Proche de ses parents, l’écrivaine affirme que son père est « un poète qui s’ignore », tandis que sa mère lui a communiqué son amour des mots. « Quand j’étais petite, elle décortiquait les paroles des chansons avec moi. On parlait aussi des livres, ensemble. Avec elle, j’ai lu en tabarouette. »

Ce n’est donc pas un hasard si ses textes font penser à des chansons à qui il ne manquerait qu’un air. Tout part de la maison qui fut – et demeure – un lieu de culture.

Quant à Gilles Vigneault, l’incontournable, celui qui a fait de Natashquan un nom aussi familier que Trois-Rivières, il ne lui est jamais apparu comme un monument, une figure vaguement intimidante.

« Quand tu vis là-bas, tu ne réalises pas son statut spécial. Loin de porter ombrage, c’est un homme inspirant, un grand défricheur. Grâce à lui, ce village intrigue les gens. Ça nous donne une longueur d’avance », estime Kristina Gauthier-Landry.

Elle-même a commencé à se faire un nom au sein du monde littéraire, décrochant le Prix Nouvelle Voix en 2018, ainsi que le Prix Geneviève Amyot, l’année suivante. Néanmoins, ses attentes sont modestes à l’égard de son premier recueil. Déjà comblée par l’accueil que lui a réservé l’équipe de La Peuplade, elle souhaite seulement que ses poèmes fassent rayonner la Côte-Nord.

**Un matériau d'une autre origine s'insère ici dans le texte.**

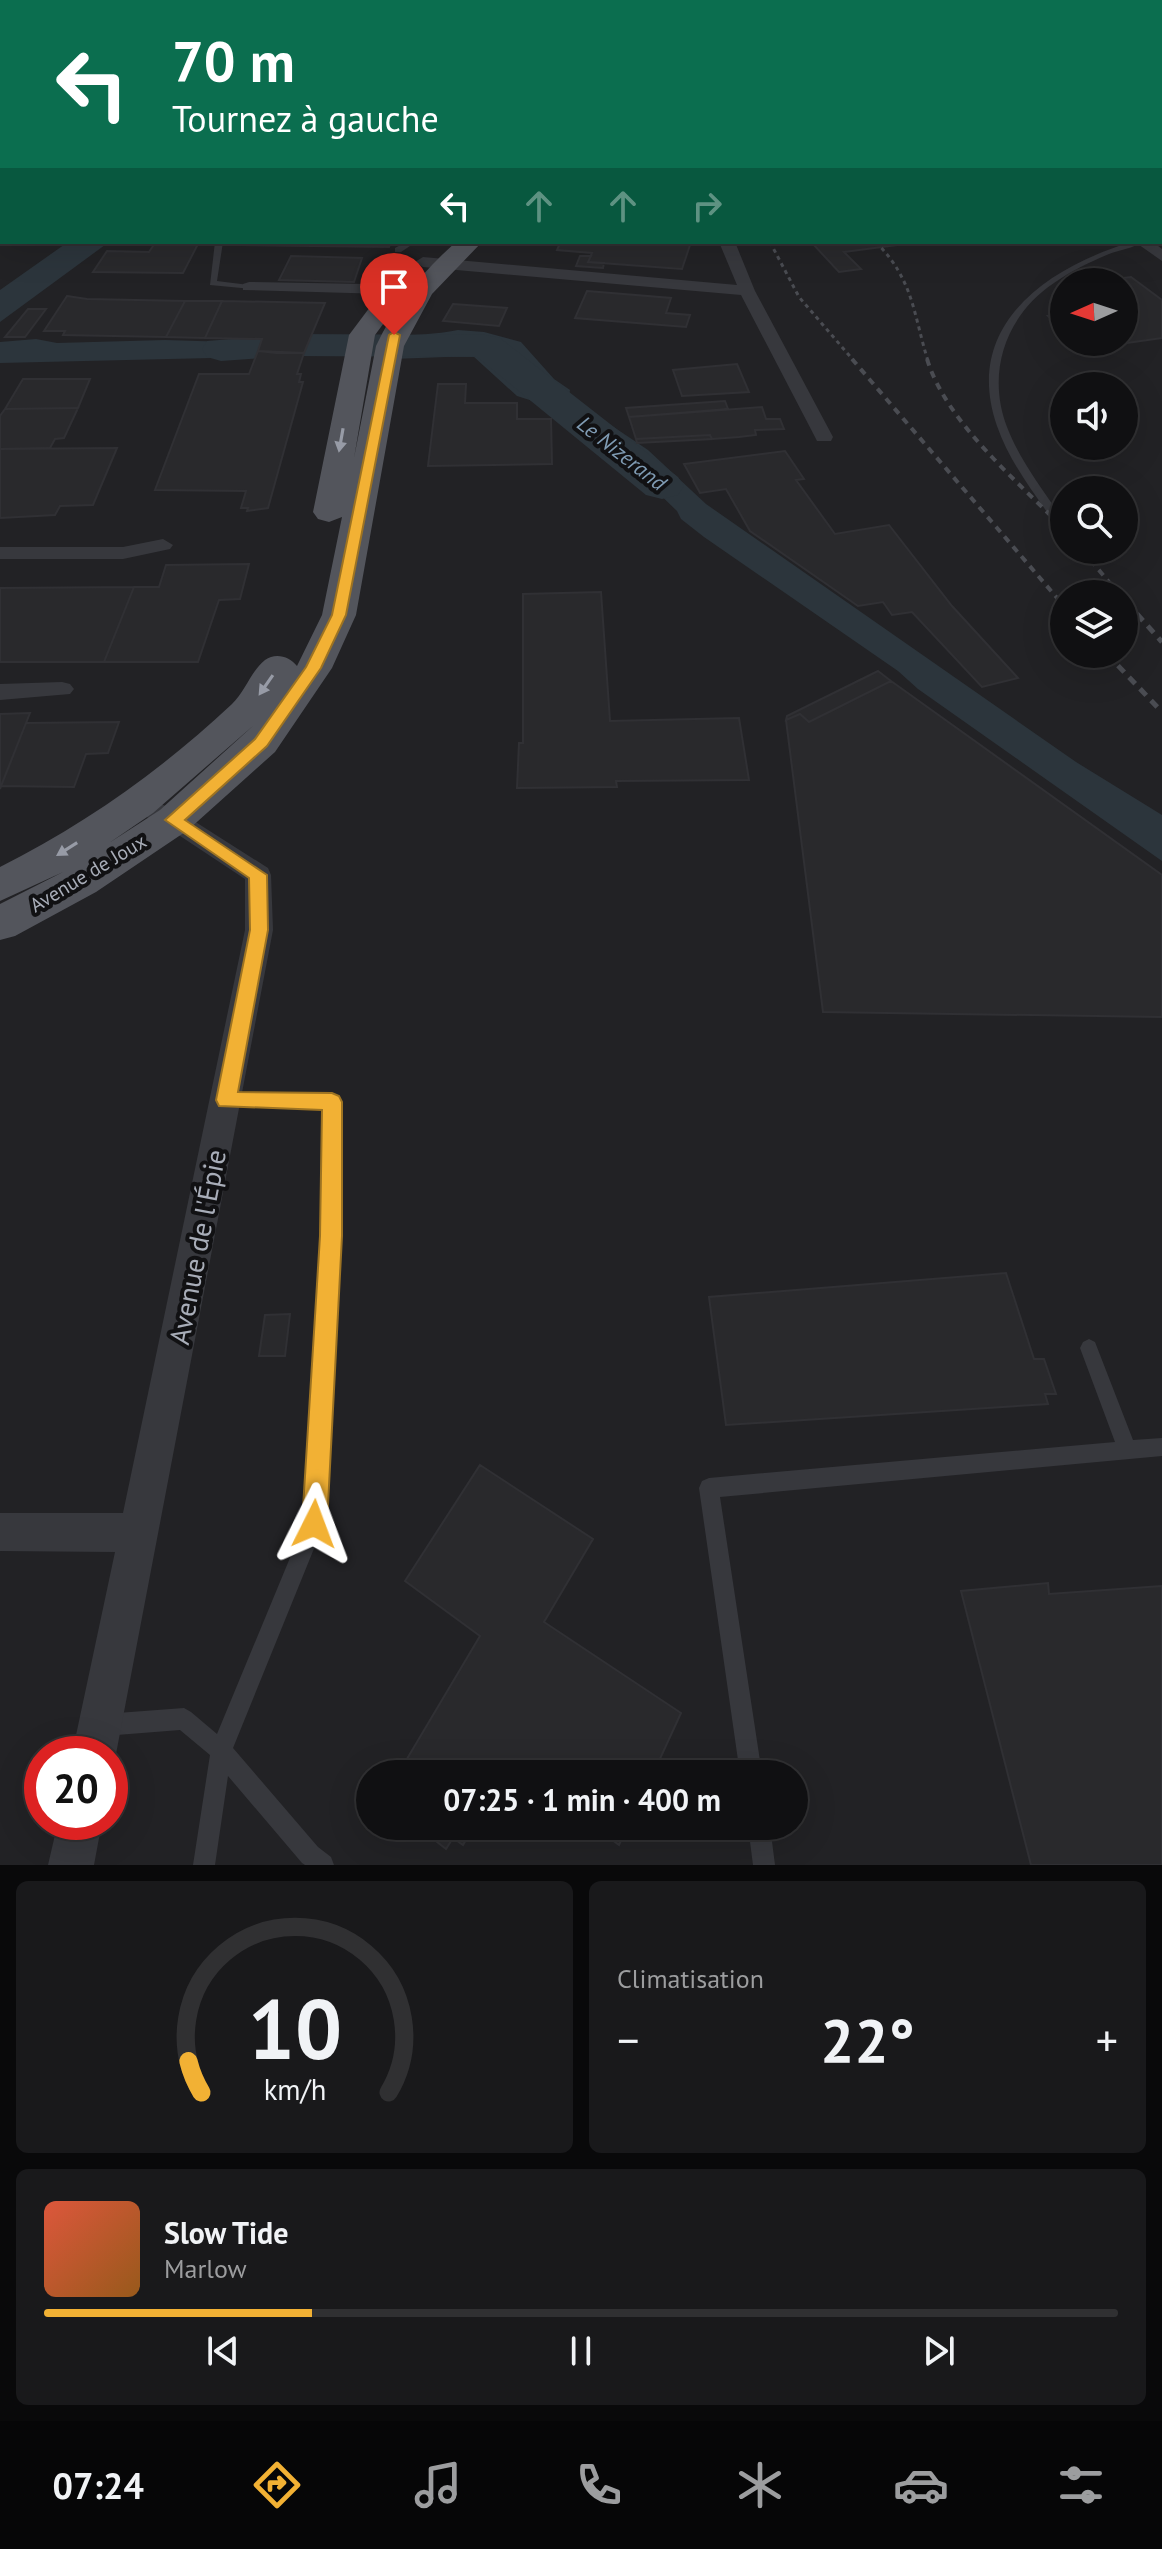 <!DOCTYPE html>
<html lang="fr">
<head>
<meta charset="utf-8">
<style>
	body { margin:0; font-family:"PT Sans",sans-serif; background:#19191b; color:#f1f3f6; height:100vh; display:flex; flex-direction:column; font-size:30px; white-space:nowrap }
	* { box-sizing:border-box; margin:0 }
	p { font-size:26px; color:#9c9d9f }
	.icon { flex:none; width:44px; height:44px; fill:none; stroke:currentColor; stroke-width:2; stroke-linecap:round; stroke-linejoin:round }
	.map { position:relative; height:1865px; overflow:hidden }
	.panel { display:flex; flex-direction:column; gap:16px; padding:16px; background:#09090a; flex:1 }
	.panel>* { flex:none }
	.top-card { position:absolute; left:0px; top:0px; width:1162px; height:244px; box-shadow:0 8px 32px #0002,0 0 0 2px #303032; background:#0b6e4f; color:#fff; overflow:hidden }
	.needle { width:52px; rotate:267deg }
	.fabs { position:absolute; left:1050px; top:268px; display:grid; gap:16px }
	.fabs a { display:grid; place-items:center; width:88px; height:88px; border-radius:50%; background:#101012; box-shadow:0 8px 32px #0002,0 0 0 2px #303032; font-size:40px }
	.speed { position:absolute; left:24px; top:1736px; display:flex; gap:16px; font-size:40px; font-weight:700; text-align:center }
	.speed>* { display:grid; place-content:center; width:104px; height:104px; border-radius:50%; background:#101012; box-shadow:0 8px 32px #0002,0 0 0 2px #303032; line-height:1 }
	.speed .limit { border:12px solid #d22; background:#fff; color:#111 }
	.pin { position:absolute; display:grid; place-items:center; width:68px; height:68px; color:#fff; margin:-82px -34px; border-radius:50% 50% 50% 0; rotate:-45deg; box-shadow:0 0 8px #0007 }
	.pin .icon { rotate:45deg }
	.me { position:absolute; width:88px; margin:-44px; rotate:3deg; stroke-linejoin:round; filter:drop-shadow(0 0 6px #0008) }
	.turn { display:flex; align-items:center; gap:28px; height:168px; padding:0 40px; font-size:36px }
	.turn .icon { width:104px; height:104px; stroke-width:2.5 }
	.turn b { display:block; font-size:56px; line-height:68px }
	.lanes { display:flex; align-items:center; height:76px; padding:0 40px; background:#0003; justify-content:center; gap:40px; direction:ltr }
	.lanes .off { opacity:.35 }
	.big { font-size:60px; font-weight:700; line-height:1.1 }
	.panel .tile { flex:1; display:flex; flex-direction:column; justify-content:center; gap:12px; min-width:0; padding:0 28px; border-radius:12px; background:#19191b }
	.panel .dial { align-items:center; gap:0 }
	.dial svg { height:208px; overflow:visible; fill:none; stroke:#303032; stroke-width:7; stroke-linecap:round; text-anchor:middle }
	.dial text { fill:#f1f3f6; stroke:none }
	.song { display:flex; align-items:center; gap:24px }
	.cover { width:96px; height:96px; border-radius:12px; background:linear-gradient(135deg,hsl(10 70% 55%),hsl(30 70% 35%)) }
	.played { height:8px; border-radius:4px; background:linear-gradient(90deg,#f2b134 25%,#303032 25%) }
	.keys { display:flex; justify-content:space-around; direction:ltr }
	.heat { display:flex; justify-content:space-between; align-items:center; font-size:44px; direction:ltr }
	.panel .tiles { flex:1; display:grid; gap:16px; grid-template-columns:1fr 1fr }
	.tile:last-child { grid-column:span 2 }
	.trip { position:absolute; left:356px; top:1760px; width:452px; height:80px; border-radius:40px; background:#101012; box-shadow:0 8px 32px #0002,0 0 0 2px #303032; font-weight:700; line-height:80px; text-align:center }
	.tabs { display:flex; height:128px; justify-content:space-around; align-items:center; background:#060607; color:#9c9d9f }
	.tabs .icon { width:56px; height:56px }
	.tabs .on { color:#f2b134 }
	.tabs b { font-size:36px; color:#f1f3f6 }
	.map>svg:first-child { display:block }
	.built { fill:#222225; fill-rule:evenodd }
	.water { fill:#2c353c }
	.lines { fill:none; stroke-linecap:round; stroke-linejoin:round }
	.river { fill:#2c353c; fill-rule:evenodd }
	.building { fill:#29292c; stroke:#303034; stroke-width:2 }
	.lane { fill:#37383d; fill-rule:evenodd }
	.street { fill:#37383d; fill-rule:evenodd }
	.primary { fill:#53555c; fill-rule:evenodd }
	.highway { fill:#63666e; fill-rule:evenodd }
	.rail-far2 { stroke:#4a4c52; stroke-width:3; stroke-dasharray:4 4; stroke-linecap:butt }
	.rail-far1 { stroke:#4a4c52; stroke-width:4; stroke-dasharray:7 6; stroke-linecap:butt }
	.rail { stroke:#4a4c52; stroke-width:5; stroke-dasharray:9 7; stroke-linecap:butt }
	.oneway { fill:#979ba6 }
	.route { fill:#f2b134; stroke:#9d7322; stroke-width:2 }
	.labels { text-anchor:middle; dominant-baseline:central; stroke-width:8; stroke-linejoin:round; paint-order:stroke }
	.far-street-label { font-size:20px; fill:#a8adb8; stroke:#111113 }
	.far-water-label { font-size:22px; font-style:italic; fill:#7f9bb3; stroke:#111113 }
	.near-street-label { font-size:28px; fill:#a8adb8; stroke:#111113 }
</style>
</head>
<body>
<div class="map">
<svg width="1162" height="1865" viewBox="0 0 1162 1865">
	<rect width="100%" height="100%" fill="#161618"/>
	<path class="built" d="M1162,70V1865H0V235L2,242H1160ZM1064,282H1124V342H1064ZM1064,386H1124V446H1064ZM1064,490H1124V550H1064ZM1064,594H1124V654H1064ZM42,1754H110V1822H42ZM370,1774H794V1826H370Z"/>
	<path class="water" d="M68,242H109L0,322V290Z
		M458,330L484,332L521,342L554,379L570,390L569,397L648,450L706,504L1076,762L1162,815V861L918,689L898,671L704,537L681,519L677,511L588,425L555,408L517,396L473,356L392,359V339C415,333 435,335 458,330Z
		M36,339L57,343L165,340L260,343L254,357L0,363V342Z"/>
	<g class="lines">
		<path class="river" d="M293,334L486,335L500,338L678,477L684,486L678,495L662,499L646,495L477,357L293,356L221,361L207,357L202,349L207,341Z"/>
	</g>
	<path class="building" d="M970,0H1048L957,2Z
		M242,242H391L389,247L241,245Z
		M567,242L597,243L691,242L682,269L588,262L592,253L557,250L560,243Z
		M818,242H920L844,252L861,269L839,272L812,243Z
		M155,243L198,244L183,273L93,272L107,251L149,252Z
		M291,256L362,258L354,282L279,280Z
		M580,256H591L588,262L604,263L603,268L576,266Z
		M1131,277L1162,300V338L1085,349L1077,342H1124V282H1091Z
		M587,291L671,298L666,313L690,315L686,327L575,318Z
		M67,296L87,299L185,301L166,337L63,335L65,331H44Z
		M185,301H222L205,338L166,337Z
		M222,301L325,303L304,353H276L258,351L262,339L205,338Z
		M453,304L507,308L499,326L443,321Z
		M1064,307V330L1048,316L1056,315L1053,311L1057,310L1055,308Z
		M28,309H46L25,337H5Z
		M258,351L304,353L297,374H301L299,382H303L268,508L247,511L248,508H241L246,491L155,490L199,374H249Z
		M737,364L749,392L682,396L673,370Z
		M23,379H90L78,408L5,409Z
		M438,384H466L465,403H517V419H551L552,464L428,466Z
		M725,401L728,409L629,417L626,408Z
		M762,407L766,419H780L784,429L755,430L756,435L739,437L712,439L710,435L636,439L629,417Z
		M78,408L64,438L55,439L50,448L0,449V416L5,409Z
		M710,435L712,439L637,443L636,439Z
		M117,448L93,505L60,506L55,515L0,518V449Z
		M785,451L804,479L796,480L835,534L889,525L952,606L1018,678L982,687L912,612L892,615L883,602L858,606L750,531L726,489L700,493L684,464Z
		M249,564L240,599L219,600L198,662H104L134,587H159L166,565Z
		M134,587L104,662H0V588Z
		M601,592L610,721L739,718L749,780L616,781L617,787L517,788L519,743H523V594Z
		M878,671L891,681L809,722L800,714L786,720L787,716Z
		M891,681L1162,875V1017L823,1012L786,720L800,714L809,722Z
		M30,713L26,723L0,789V714Z
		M119,722L108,753L86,754L74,787L1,786L26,723Z
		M1006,1273L1034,1359H1044L1056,1394H1045L1048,1404L726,1425L709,1297Z
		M290,1314L285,1356H259L265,1315Z
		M480,1465L593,1539L544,1622L681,1713L653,1774H522L509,1764L503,1774H398L480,1636L405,1581Z
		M1048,1583L1049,1594L1162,1586V1865H1031L961,1591Z
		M417,1826H474L463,1845L453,1838L446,1849Z
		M593,1826H628L619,1845Z"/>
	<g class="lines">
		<path class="lane" d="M215,242H223L217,281L249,285H252V289L210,285Z
			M406,242H416L401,252H395V248Z
			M1131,242H1143C1133,248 1120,250 1109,254C1090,262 1071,271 1054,283C1006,315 986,372 1007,427C1020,461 1044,491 1064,521V532L1060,531C1038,498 1010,464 997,426C962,325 1047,268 1131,242Z
			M226,1093L332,1095L337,1097L340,1102L339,1236L324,1524L233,1748L318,1847L331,1857L334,1865H305L302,1863L228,1776L215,1865H193L210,1755L180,1730L104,1736L96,1733L93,1725L96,1717L104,1714L184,1708L191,1712L217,1734L304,1524L323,1236L324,1108L226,1107L221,1105L218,1100L221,1095Z
			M1089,1339L1095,1342L1133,1440L1162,1438V1456L720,1497L762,1774H740L699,1488L702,1481L709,1478L1115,1442L1080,1348L1083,1342Z
			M748,1826H770L775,1865H753Z"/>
		<path class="street" d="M1098,0H1115L1116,2H1099Z
			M1160,11H1162V18H1160Z
			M719,242H735L755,291L833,437L831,441H817L815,437L741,295L423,267L415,262L423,257L737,285Z
			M1135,242H1153L1162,249V261Z
			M249,282L420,285L428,290L420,295L243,290V284Z
			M163,539L173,545L170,549L123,559H0V547H123Z
			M62,682L70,684L74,689L70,694L0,700V684Z
			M139,794L183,814L268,868L271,875L273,930L116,1754L110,1767V1754H72L115,1552L0,1551V1513H123L245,930V879L165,826L130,809L126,803L130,797Z
			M58,1822H102L94,1865H48Z"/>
		<path class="primary" d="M1160,93H1162V105H1160Z
			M456,242H482L432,294L404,346L356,615L332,668L275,752L188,830L96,892L15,936L0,940V904L63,872L0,901V867C84,825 163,769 232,704C245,692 251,671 265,660C276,652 290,657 297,666L322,615L342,517L329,522L318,519L313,512L349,335L376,299H394L398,304L375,335L354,458L376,346C395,305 422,272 456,242ZM254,725L160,810L109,843L153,813Z"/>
		<path class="highway" d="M1160,51H1162V63H1160Z
			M0,211H2L0,226Z"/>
		<path class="rail-far2" d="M751,2L755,0
			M770,242L799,297L854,361
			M876,242C914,281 913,313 928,361"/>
		<path class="rail-far1" d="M852,359L1064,606
			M927,359C947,424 1018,481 1064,529
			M1082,550L1119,594
			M1124,600L1139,616"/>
		<path class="rail" d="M1137,614L1162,642
			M1107,654L1162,712"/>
	</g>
	<defs><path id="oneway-solid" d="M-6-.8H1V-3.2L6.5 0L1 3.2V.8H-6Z" transform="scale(2)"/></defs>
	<g class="oneway">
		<use href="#oneway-solid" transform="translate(341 440) rotate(100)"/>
		<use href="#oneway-solid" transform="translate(266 685) rotate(125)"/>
		<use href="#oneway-solid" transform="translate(67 849) rotate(148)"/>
	</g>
	<path class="route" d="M394,332L400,335L346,615L321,668L267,746L185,820L267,875L268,930L238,1092L332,1093L339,1096L342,1102V1236L327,1524L323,1533L314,1537L305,1533L302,1524L320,1236L322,1110L219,1106L216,1100L250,930L249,878L165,820L255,739L306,667L332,615L389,335Z"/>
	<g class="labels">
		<g class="far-street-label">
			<text transform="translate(88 873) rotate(-31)">Avenue de Joux</text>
		</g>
		<g class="far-water-label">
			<text transform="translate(622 453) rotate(38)">Le Nizerand</text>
		</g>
		<g class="near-street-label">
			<text transform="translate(197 1247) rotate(-79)">Avenue de l'Épie</text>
		</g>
	</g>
</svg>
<div class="fabs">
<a><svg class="needle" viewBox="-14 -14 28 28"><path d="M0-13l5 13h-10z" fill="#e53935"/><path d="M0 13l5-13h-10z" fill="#9c9d9f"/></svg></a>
<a><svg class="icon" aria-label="sound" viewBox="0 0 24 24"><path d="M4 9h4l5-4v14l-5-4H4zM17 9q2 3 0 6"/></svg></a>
<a><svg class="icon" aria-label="search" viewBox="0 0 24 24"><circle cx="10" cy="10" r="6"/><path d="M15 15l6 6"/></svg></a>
<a><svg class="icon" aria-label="layers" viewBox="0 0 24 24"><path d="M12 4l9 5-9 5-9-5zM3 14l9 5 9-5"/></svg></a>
</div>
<div class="speed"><div class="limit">20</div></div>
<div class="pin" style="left:394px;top:335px;background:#d93025"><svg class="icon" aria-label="arrive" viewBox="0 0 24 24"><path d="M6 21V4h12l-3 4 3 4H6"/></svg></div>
<svg class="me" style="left:314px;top:1524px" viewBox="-20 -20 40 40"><path d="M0-17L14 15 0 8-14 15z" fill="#f2b134" stroke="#fff" stroke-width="4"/></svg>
<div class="trip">07:25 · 1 min · 400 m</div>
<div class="top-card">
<div class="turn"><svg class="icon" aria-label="left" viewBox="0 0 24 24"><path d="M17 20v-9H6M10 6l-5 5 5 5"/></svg><div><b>70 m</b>Tournez à gauche</div></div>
<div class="lanes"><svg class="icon" aria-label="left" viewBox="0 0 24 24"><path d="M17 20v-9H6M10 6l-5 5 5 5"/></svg><svg class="icon off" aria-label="ahead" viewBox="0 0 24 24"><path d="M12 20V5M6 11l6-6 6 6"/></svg><svg class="icon off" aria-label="ahead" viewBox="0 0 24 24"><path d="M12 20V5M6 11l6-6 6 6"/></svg><svg class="icon off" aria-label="right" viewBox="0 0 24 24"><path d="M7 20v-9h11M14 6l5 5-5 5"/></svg></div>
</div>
</div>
<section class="panel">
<div class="tiles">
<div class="tile dial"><svg viewBox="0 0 100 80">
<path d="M14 69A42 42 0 1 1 86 69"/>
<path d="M14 69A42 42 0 0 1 9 57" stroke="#f2b134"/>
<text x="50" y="56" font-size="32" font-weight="700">10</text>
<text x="50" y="72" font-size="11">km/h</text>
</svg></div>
<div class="tile"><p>Climatisation</p>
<div class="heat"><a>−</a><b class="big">22°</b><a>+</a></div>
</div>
<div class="tile">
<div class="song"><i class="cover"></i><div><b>Slow Tide</b><p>Marlow</p></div></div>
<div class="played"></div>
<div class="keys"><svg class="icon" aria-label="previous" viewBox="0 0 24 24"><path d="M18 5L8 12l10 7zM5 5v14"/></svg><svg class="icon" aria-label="pause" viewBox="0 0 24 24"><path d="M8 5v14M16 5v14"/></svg><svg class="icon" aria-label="next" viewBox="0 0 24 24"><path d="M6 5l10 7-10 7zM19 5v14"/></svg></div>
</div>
</div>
</section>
<nav class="tabs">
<b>07:24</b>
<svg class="icon on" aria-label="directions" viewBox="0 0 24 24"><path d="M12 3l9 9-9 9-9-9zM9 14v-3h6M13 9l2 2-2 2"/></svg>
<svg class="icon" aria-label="music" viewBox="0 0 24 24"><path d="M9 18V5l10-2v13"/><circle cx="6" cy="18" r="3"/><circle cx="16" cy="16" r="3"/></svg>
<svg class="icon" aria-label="phone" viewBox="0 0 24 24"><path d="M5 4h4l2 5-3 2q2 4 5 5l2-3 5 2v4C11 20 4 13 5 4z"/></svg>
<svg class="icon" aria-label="climate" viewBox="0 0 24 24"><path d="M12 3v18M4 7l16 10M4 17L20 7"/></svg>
<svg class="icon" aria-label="car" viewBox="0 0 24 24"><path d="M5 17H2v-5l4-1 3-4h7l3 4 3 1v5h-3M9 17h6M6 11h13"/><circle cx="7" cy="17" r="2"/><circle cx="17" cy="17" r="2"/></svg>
<svg class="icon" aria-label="filters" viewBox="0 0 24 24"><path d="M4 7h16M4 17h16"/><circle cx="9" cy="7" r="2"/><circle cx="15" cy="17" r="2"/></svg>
</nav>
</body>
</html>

« Ça me fera plaisir s’ils attirent l’attention sur cette région trop peu connue. Quand on s’y rend, le côté épuré, dépouillé, te force à aller à ta rencontre, intérieurement, ce qui ramène à l’essentiel. Ça te rapproche de l’humanité. Ça peut être assez transformateur », fait valoir Kristina Gauthier-Landry.